Give the number of lines in the material below that include "Obregón", and write nothing else.

• _Record excerpts_:
'''

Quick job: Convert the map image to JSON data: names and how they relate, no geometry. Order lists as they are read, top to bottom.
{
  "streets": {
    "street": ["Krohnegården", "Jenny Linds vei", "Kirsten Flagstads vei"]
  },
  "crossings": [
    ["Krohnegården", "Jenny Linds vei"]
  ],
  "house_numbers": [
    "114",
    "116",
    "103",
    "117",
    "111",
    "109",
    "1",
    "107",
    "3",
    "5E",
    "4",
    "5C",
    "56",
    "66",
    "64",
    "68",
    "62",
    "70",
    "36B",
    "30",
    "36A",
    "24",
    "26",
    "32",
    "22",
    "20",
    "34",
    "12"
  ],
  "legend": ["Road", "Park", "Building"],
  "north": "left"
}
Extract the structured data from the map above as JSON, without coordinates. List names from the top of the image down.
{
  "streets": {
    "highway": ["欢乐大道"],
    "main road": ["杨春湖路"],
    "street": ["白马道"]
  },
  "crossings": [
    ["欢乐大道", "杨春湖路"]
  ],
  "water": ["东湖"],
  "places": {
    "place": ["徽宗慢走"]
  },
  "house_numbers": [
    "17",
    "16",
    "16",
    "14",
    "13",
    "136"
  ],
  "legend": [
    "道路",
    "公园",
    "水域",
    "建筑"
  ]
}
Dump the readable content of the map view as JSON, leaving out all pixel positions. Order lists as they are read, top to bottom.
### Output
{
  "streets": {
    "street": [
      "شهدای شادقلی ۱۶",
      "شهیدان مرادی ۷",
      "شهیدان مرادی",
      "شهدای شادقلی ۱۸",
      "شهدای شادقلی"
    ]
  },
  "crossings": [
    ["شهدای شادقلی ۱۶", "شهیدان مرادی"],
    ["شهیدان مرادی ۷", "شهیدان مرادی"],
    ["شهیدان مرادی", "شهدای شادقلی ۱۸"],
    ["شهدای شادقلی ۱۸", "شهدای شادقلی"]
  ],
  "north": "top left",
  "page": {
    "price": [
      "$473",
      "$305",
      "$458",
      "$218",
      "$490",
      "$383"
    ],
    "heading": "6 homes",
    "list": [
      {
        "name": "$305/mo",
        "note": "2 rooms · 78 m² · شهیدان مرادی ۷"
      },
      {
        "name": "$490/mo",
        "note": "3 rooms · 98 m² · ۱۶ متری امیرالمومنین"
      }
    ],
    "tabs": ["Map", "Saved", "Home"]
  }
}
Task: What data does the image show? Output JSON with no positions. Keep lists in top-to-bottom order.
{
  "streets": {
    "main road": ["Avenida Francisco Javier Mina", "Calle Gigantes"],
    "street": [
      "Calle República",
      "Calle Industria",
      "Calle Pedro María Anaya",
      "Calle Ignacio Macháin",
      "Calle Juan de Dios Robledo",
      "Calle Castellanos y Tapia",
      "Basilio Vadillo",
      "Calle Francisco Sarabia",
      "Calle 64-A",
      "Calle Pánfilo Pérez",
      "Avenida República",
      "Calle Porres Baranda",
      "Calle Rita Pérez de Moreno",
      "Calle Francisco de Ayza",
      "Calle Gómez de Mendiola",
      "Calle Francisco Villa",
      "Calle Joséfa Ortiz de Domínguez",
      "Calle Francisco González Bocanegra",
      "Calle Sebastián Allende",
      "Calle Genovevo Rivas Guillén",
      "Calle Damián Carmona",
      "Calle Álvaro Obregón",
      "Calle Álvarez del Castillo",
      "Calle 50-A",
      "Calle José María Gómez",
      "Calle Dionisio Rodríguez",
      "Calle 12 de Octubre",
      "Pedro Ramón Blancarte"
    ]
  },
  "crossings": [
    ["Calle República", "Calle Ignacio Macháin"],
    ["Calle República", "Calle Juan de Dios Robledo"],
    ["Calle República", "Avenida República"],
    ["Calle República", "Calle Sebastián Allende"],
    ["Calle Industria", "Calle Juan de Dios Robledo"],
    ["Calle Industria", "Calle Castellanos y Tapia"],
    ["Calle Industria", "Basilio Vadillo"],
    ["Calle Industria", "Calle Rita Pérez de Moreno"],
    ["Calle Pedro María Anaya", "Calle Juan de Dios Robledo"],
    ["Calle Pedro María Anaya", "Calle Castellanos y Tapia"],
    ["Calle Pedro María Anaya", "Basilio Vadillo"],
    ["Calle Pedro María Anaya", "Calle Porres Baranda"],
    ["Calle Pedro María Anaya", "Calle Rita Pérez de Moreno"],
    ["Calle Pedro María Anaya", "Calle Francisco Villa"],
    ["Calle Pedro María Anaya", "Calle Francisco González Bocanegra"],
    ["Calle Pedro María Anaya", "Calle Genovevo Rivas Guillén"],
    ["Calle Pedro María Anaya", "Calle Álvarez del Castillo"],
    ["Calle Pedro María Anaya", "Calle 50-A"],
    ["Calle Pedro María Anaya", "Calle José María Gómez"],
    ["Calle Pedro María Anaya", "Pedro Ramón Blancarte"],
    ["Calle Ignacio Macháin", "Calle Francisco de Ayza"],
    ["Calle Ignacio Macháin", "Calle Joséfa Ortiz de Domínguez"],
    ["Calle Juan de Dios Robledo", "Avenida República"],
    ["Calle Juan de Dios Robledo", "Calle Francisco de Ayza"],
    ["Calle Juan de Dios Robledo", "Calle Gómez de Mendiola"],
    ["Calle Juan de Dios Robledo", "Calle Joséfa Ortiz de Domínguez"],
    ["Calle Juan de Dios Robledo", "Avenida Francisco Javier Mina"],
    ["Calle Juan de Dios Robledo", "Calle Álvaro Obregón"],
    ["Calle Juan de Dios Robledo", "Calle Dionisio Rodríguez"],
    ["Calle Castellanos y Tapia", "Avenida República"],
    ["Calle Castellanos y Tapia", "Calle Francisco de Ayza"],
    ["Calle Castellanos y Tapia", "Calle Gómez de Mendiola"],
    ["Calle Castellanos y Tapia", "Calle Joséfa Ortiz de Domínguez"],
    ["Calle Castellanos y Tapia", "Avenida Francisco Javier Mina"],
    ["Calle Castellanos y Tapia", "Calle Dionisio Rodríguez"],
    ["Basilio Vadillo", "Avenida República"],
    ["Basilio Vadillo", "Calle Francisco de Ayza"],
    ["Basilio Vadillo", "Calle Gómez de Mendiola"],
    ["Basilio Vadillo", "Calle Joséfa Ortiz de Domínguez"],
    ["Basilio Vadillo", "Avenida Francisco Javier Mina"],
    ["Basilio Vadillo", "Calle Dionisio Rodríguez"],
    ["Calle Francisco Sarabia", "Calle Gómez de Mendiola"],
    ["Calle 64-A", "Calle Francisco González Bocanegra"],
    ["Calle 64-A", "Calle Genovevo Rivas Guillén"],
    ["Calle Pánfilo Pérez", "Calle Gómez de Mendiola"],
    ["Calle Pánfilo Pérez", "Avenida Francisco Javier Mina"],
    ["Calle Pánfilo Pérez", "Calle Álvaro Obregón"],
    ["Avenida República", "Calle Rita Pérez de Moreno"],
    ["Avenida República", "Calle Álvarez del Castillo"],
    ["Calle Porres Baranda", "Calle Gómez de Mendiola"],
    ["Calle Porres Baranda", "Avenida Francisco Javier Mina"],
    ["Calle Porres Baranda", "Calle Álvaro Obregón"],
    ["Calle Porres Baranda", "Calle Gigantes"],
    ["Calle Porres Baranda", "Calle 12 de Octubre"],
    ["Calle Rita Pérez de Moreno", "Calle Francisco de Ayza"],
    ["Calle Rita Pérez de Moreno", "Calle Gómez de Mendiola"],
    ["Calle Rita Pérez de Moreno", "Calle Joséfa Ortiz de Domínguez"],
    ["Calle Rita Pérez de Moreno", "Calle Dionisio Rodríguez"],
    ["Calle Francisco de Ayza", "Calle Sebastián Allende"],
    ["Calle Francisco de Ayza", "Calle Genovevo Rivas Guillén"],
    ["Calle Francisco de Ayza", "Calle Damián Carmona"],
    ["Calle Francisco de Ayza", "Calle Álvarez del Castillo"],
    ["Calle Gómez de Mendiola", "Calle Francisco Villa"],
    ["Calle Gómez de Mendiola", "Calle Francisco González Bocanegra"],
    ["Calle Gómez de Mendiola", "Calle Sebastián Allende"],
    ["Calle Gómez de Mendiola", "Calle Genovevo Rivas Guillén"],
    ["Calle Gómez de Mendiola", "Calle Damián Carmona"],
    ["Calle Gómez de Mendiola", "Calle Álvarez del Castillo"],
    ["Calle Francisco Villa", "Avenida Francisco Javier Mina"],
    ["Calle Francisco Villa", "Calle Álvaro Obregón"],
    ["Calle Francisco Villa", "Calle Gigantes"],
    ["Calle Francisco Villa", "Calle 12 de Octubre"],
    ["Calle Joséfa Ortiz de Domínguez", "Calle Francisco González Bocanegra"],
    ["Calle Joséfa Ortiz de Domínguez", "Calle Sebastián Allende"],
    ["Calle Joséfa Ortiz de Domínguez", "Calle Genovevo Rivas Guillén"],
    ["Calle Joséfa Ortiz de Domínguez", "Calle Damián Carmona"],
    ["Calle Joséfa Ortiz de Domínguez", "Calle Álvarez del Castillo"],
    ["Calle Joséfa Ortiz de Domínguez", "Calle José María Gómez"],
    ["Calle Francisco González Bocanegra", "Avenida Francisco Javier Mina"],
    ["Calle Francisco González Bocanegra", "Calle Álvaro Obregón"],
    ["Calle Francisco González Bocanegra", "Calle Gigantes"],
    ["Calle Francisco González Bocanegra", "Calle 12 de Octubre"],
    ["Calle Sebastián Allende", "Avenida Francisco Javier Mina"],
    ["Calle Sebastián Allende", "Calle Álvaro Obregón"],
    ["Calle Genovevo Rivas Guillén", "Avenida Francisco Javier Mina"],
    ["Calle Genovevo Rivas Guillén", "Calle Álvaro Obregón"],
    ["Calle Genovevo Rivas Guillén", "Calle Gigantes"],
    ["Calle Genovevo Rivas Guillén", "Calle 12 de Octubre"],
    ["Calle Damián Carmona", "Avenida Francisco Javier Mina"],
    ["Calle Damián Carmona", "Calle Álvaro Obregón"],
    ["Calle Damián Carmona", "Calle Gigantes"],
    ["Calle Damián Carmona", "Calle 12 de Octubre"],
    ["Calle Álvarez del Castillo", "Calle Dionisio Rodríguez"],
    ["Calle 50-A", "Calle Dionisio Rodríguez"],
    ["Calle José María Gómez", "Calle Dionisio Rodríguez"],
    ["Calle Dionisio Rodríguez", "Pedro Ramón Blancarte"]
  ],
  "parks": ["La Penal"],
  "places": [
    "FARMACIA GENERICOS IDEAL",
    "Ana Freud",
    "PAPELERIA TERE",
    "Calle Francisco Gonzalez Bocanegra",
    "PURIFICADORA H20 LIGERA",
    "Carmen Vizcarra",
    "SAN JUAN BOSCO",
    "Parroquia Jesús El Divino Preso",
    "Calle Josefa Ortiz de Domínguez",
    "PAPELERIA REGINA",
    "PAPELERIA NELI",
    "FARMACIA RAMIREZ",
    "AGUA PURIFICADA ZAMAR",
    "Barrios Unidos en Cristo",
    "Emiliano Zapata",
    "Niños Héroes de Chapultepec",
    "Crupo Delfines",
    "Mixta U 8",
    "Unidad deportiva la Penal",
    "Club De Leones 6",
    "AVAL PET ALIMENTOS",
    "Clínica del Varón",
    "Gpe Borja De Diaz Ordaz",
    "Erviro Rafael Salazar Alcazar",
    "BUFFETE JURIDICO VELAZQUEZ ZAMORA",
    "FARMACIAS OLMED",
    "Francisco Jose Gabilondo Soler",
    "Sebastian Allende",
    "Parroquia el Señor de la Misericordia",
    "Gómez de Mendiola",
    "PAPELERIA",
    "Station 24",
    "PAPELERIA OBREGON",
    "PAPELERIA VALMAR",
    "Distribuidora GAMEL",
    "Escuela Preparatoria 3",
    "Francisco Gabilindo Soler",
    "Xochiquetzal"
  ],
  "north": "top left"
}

'''

• _Expected output_:
9